Stored data:
=== Section Start ===

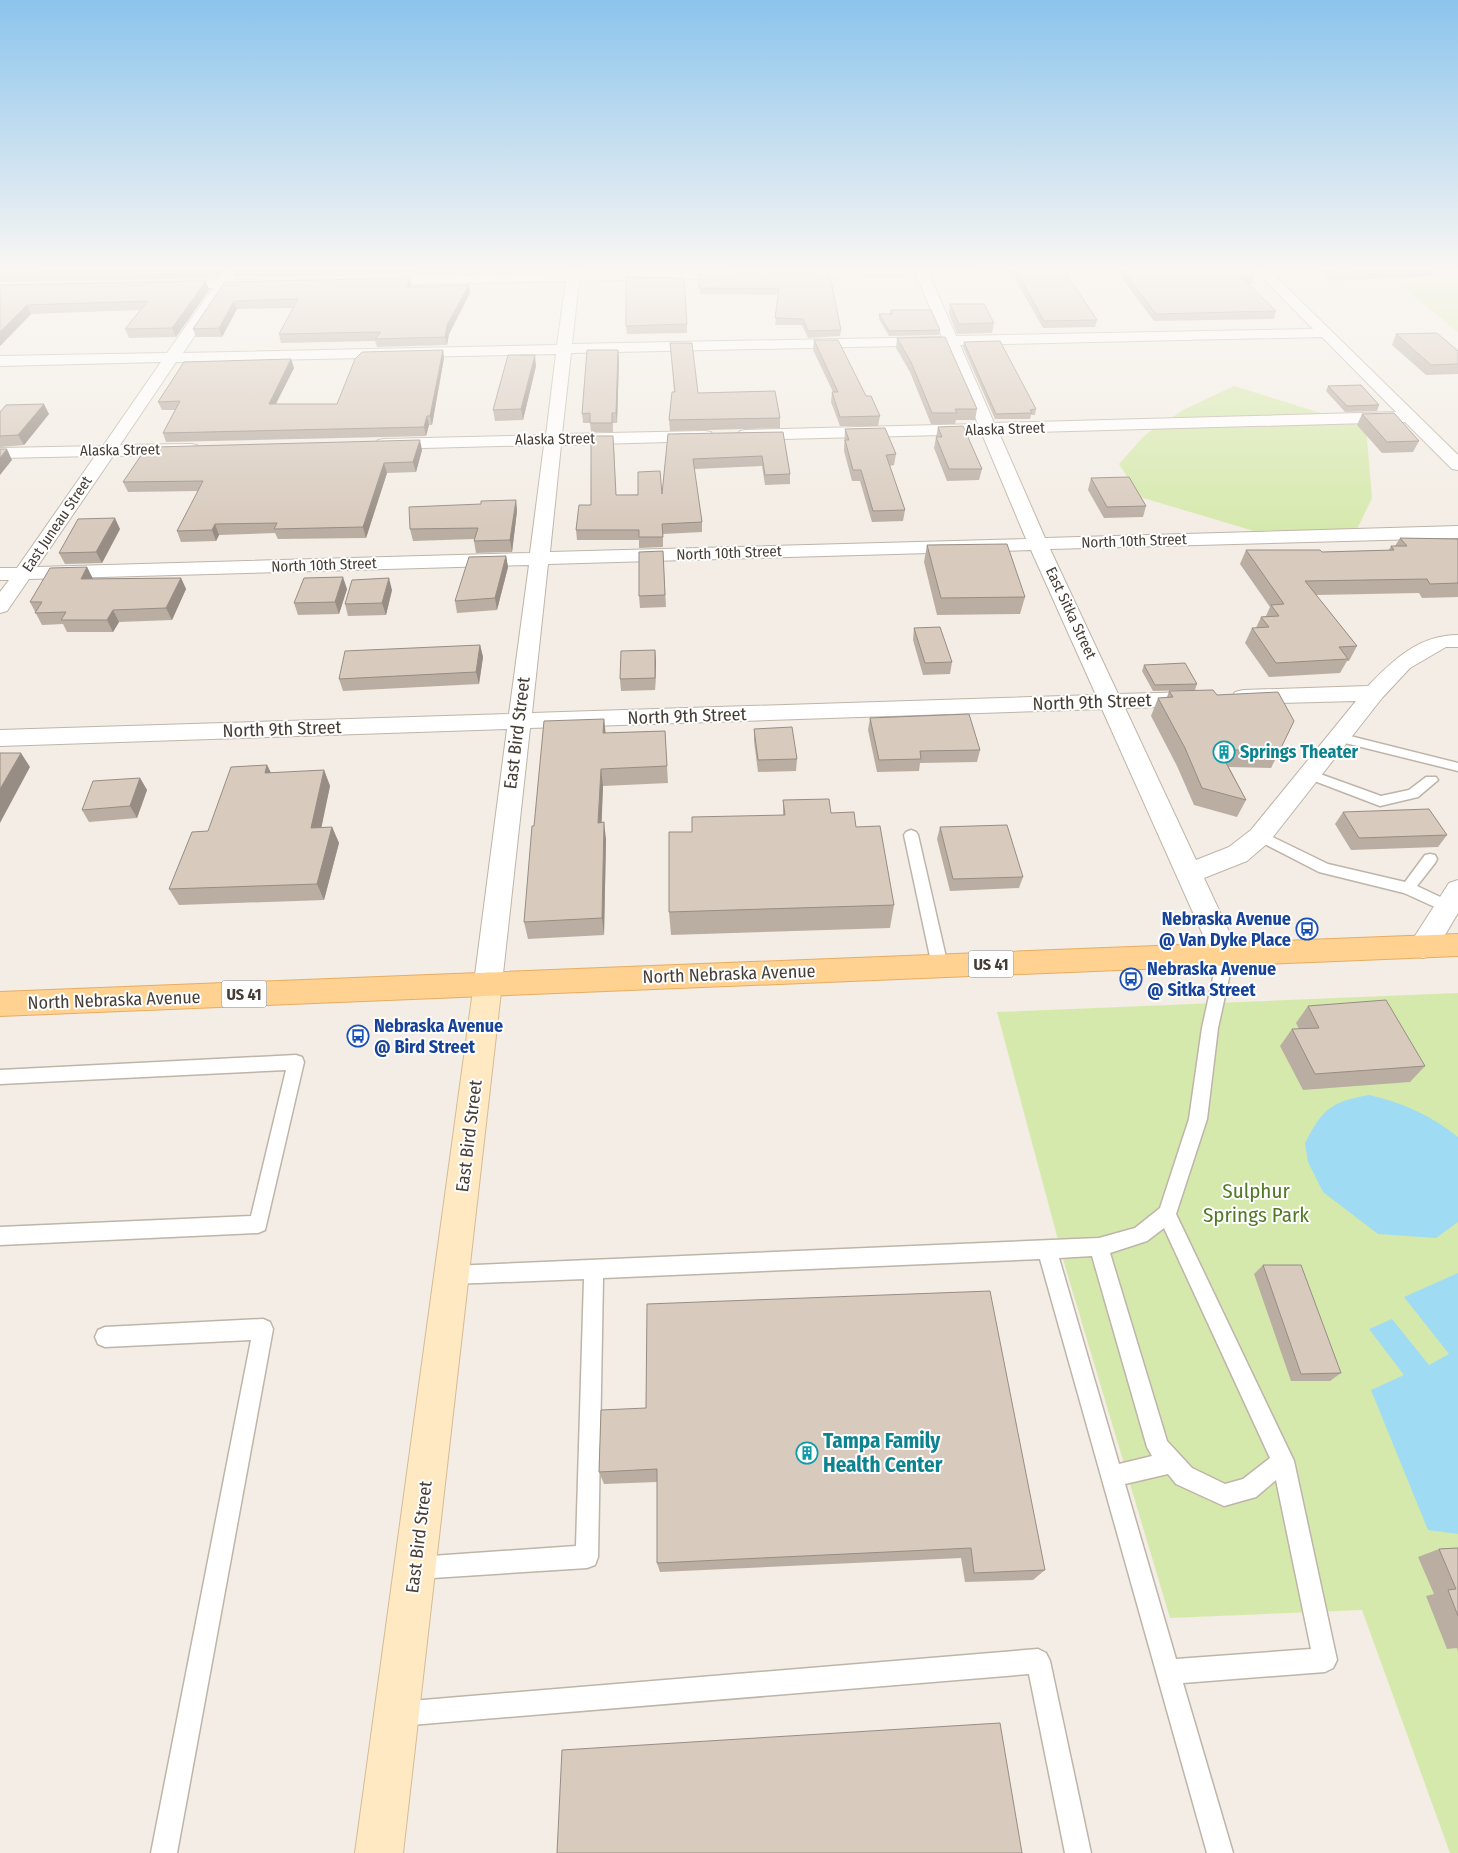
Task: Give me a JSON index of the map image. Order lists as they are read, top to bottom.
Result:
{
  "streets": {
    "main road": ["US 41", "North Nebraska Avenue"],
    "street": [
      "Alaska Street",
      "East Juneau Street",
      "North 10th Street",
      "East Sitka Street",
      "North 9th Street",
      "East Bird Street"
    ]
  },
  "crossings": [
    ["Alaska Street", "East Juneau Street"],
    ["Alaska Street", "East Sitka Street"],
    ["Alaska Street", "East Bird Street"],
    ["East Juneau Street", "North 10th Street"],
    ["North 10th Street", "East Sitka Street"],
    ["North 10th Street", "East Bird Street"],
    ["East Sitka Street", "North 9th Street"],
    ["East Sitka Street", "North Nebraska Avenue"],
    ["North 9th Street", "East Bird Street"],
    ["East Bird Street", "North Nebraska Avenue"]
  ],
  "parks": ["Sulphur Springs Park"],
  "places": {
    "building": ["Springs Theater", "Tampa Family Health Center"],
    "bus stop": ["Nebraska Avenue @ Van Dyke Place", "Nebraska Avenue @ Sitka Street", "Nebraska Avenue @ Bird Street"]
  }
}
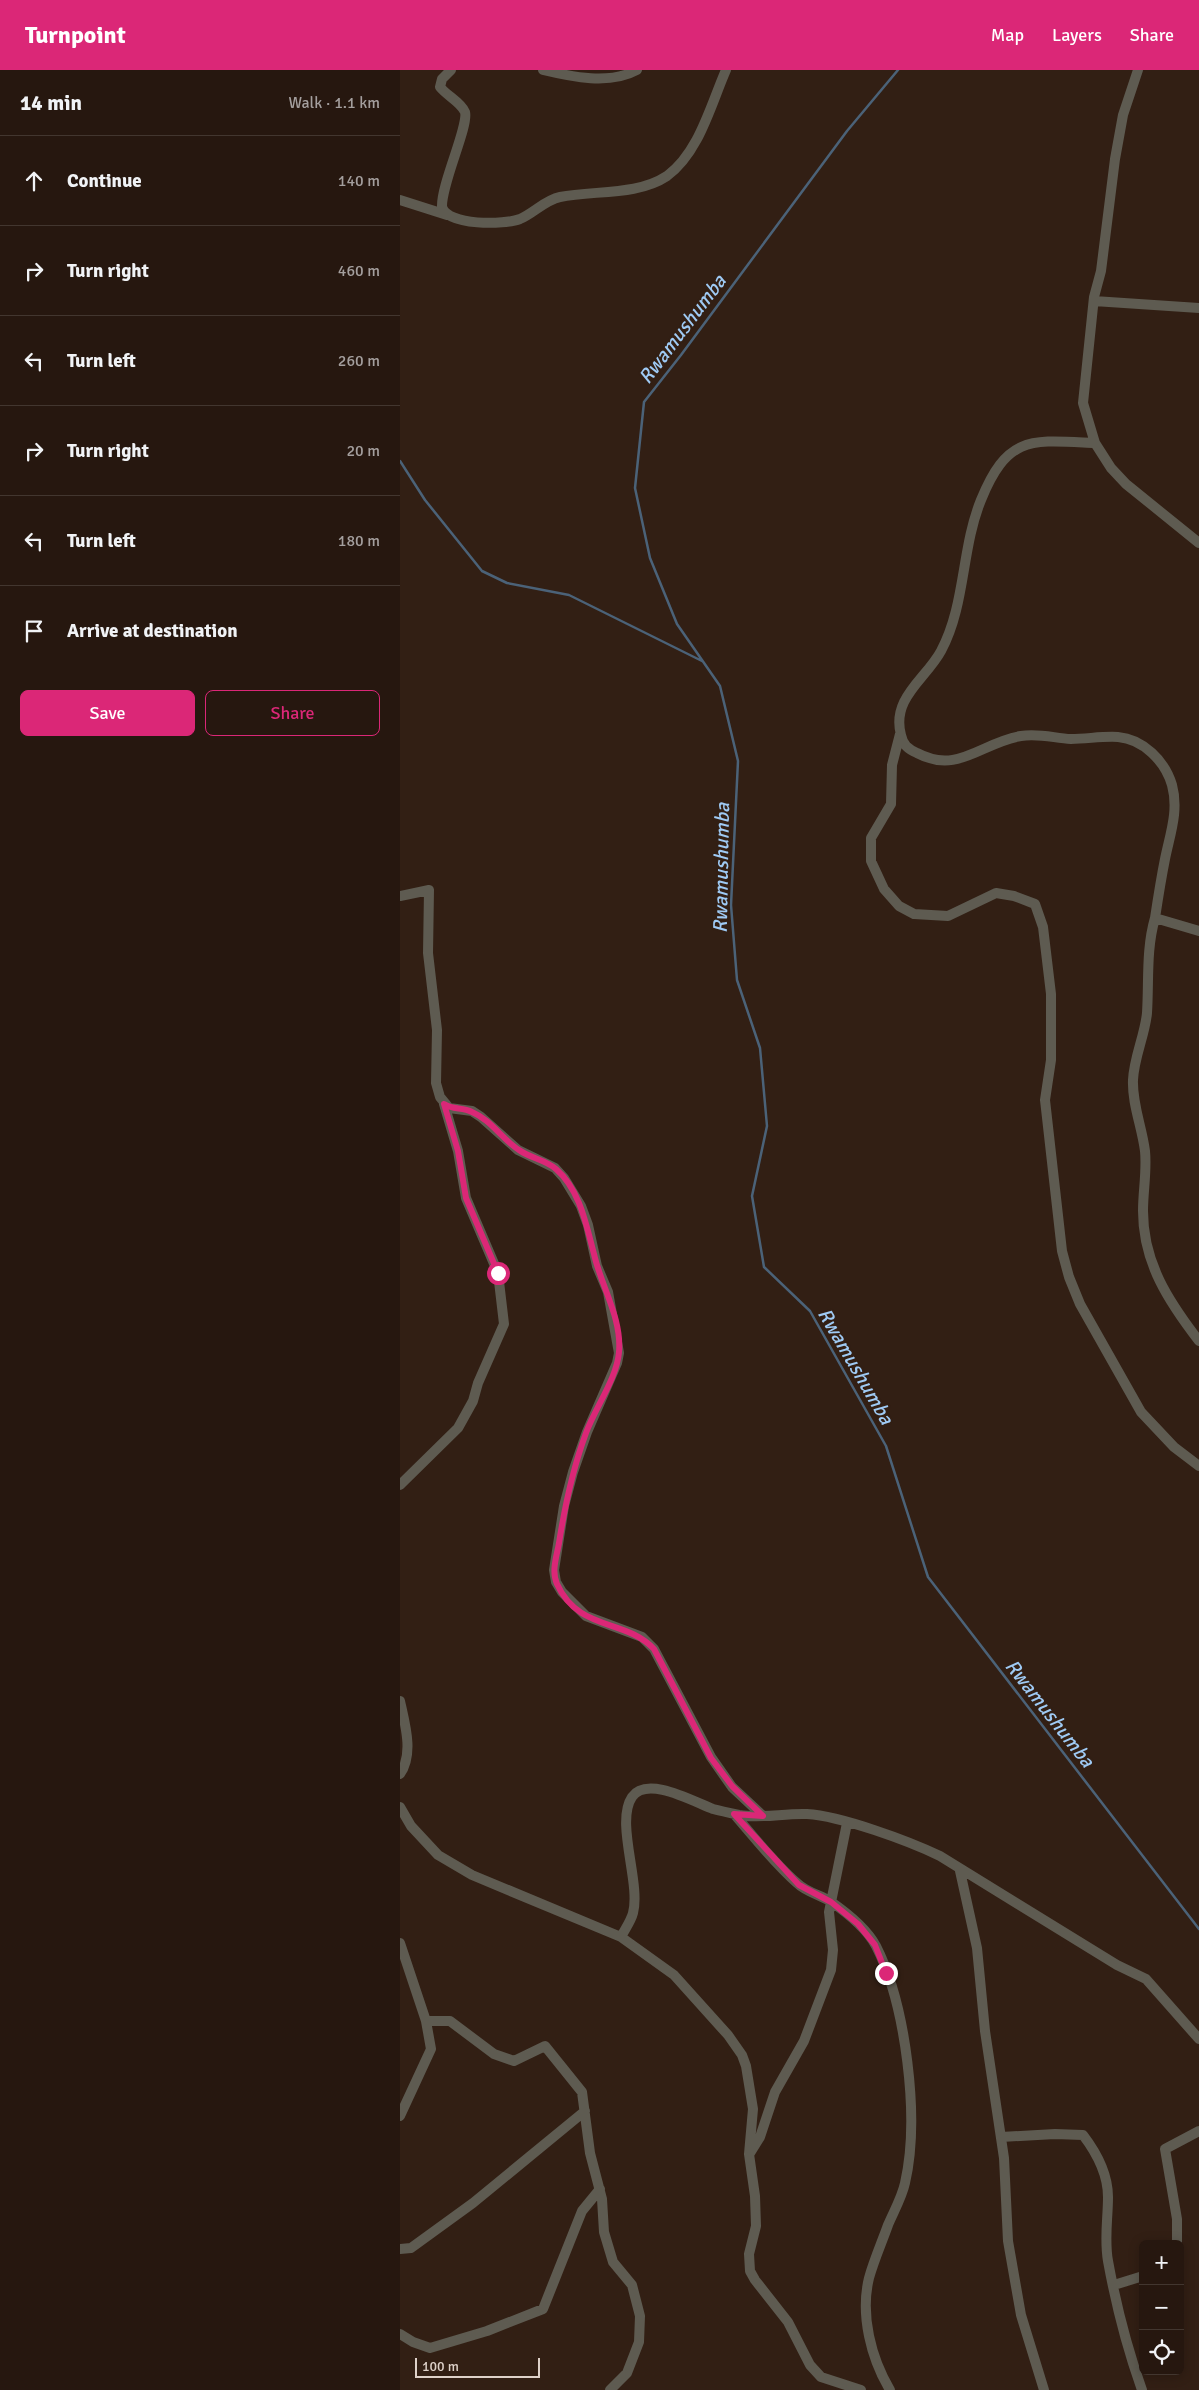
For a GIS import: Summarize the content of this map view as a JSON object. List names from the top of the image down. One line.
{"water":["Rwamushumba"],"scale_bar":"100 m","page":{"header":"Turnpoint","nav":["Map","Layers","Share"],"heading":["14 min","Walk · 1.1 km"],"list":[["Continue","140 m"],["Turn right","460 m"],["Turn left","260 m"],["Turn right","20 m"],["Turn left","180 m"],"Arrive at destination"],"buttons":["Save","Share"],"map_buttons":["+","−"],"scale":"100 m"}}
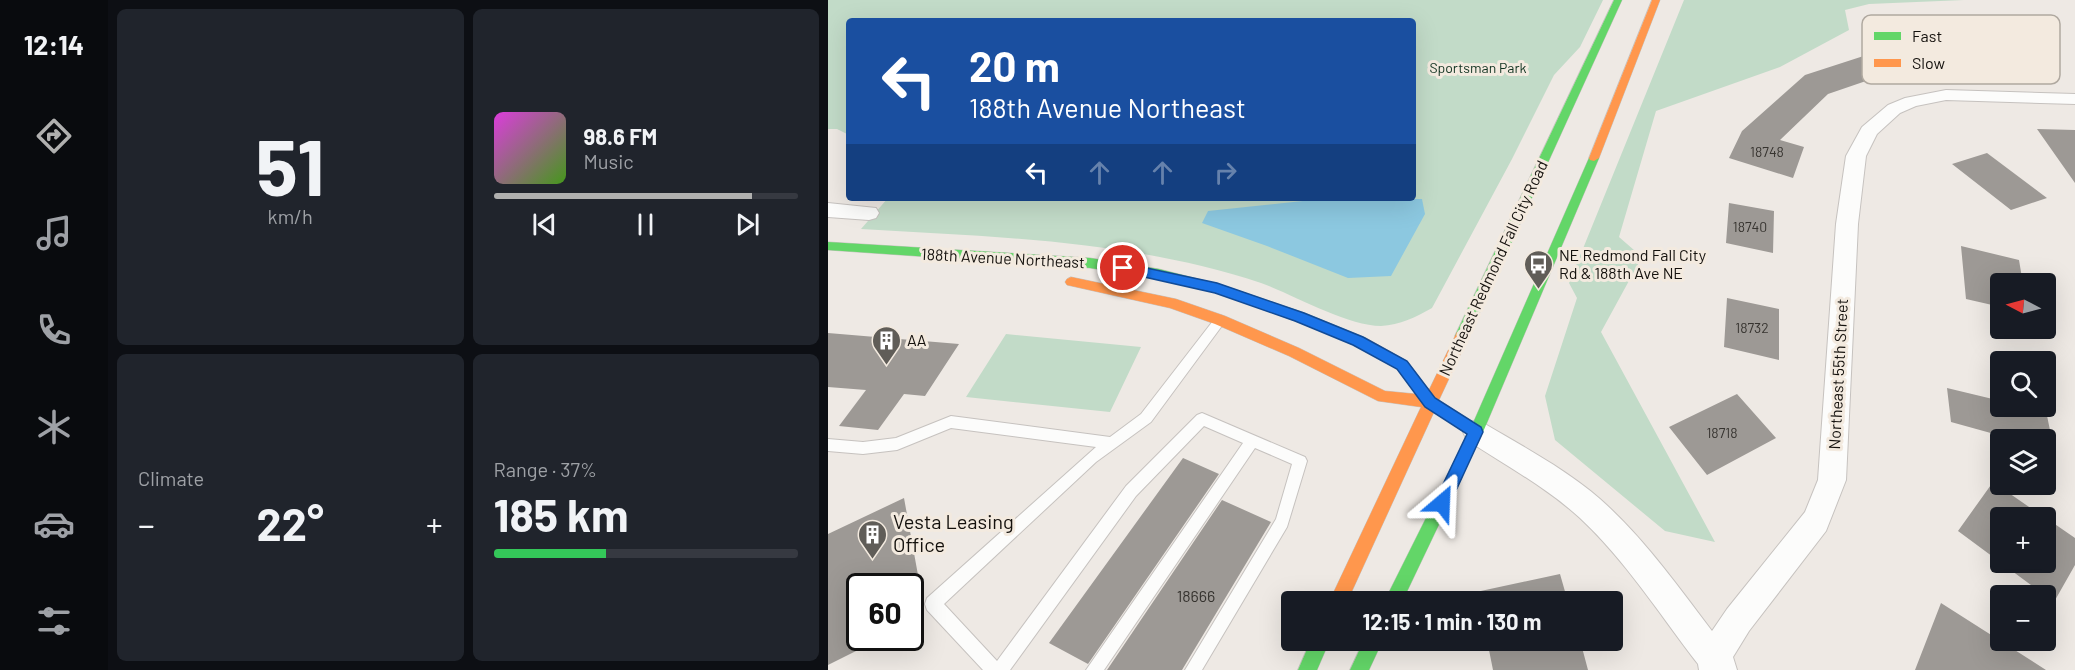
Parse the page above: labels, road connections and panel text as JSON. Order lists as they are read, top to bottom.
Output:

=== Section End ===

Return every entry of the data above verbatim, with no images included.

> _Task result_:
Task: Give me a JSON index of the map image. Order lists as they are read, top to bottom.
Result:
{
  "streets": {
    "main road": ["US 41", "North Nebraska Avenue"],
    "street": [
      "Alaska Street",
      "East Juneau Street",
      "North 10th Street",
      "East Sitka Street",
      "North 9th Street",
      "East Bird Street"
    ]
  },
  "crossings": [
    ["Alaska Street", "East Juneau Street"],
    ["Alaska Street", "East Sitka Street"],
    ["Alaska Street", "East Bird Street"],
    ["East Juneau Street", "North 10th Street"],
    ["North 10th Street", "East Sitka Street"],
    ["North 10th Street", "East Bird Street"],
    ["East Sitka Street", "North 9th Street"],
    ["East Sitka Street", "North Nebraska Avenue"],
    ["North 9th Street", "East Bird Street"],
    ["East Bird Street", "North Nebraska Avenue"]
  ],
  "parks": ["Sulphur Springs Park"],
  "places": {
    "building": ["Springs Theater", "Tampa Family Health Center"],
    "bus stop": ["Nebraska Avenue @ Van Dyke Place", "Nebraska Avenue @ Sitka Street", "Nebraska Avenue @ Bird Street"]
  }
}
For a GIS import: Summarize the content of this map view as a JSON object. List names from the top of the image down. One line.
{"water":["Rwamushumba"],"scale_bar":"100 m","page":{"header":"Turnpoint","nav":["Map","Layers","Share"],"heading":["14 min","Walk · 1.1 km"],"list":[["Continue","140 m"],["Turn right","460 m"],["Turn left","260 m"],["Turn right","20 m"],["Turn left","180 m"],"Arrive at destination"],"buttons":["Save","Share"],"map_buttons":["+","−"],"scale":"100 m"}}
Parse the page above: labels, road connections and panel text as JSON. Order lists as they are read, top to bottom.
Output:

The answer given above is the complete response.